- _INPUT MATERIAL_:
════════════════════

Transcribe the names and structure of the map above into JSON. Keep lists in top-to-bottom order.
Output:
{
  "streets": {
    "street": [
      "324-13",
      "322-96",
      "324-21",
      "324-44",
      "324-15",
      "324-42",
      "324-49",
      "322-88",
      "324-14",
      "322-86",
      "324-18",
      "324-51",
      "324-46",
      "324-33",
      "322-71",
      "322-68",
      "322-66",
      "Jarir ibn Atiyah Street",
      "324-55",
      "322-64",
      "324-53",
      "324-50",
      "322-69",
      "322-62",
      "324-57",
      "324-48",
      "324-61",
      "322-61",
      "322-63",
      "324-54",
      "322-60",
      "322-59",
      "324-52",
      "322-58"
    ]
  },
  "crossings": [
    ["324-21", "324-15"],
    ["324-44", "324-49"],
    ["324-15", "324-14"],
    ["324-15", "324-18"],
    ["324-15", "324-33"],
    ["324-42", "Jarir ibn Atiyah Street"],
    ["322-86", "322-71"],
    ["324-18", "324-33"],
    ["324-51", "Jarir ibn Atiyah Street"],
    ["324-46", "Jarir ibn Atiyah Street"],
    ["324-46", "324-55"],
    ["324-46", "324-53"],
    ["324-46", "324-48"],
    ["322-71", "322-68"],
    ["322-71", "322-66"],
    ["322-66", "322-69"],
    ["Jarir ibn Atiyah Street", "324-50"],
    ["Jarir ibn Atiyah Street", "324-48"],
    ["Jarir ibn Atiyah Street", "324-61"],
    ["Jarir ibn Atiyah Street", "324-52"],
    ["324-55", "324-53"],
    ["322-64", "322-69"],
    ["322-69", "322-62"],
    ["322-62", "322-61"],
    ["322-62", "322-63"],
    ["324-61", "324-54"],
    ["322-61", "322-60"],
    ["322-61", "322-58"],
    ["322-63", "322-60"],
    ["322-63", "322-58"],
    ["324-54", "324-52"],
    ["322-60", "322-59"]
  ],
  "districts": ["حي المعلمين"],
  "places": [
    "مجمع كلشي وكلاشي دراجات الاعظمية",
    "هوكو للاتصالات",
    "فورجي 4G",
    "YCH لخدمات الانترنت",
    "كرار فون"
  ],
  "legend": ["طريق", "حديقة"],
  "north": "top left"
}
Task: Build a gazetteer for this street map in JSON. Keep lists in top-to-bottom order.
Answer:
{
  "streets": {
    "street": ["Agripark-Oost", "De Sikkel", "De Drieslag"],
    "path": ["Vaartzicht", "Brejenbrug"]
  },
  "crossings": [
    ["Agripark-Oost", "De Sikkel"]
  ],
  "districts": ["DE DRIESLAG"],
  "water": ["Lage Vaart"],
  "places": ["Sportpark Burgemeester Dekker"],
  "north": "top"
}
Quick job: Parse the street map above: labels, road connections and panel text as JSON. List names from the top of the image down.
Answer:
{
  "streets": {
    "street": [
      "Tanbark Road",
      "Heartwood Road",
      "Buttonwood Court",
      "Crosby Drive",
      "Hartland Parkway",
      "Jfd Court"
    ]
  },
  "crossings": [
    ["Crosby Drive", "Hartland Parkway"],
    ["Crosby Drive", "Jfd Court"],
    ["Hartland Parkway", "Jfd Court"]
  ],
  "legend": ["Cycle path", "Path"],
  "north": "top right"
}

════════════════════

- _INSTRUCTIONS FOR THE TASK_:
Retype the entries above exactly, but only from the line containing "Task: Build a" through the line containing "Quick job: Parse", both included.

- _ANSWER BOX_:
Task: Build a gazetteer for this street map in JSON. Keep lists in top-to-bottom order.
Answer:
{
  "streets": {
    "street": ["Agripark-Oost", "De Sikkel", "De Drieslag"],
    "path": ["Vaartzicht", "Brejenbrug"]
  },
  "crossings": [
    ["Agripark-Oost", "De Sikkel"]
  ],
  "districts": ["DE DRIESLAG"],
  "water": ["Lage Vaart"],
  "places": ["Sportpark Burgemeester Dekker"],
  "north": "top"
}
Quick job: Parse the street map above: labels, road connections and panel text as JSON. List names from the top of the image down.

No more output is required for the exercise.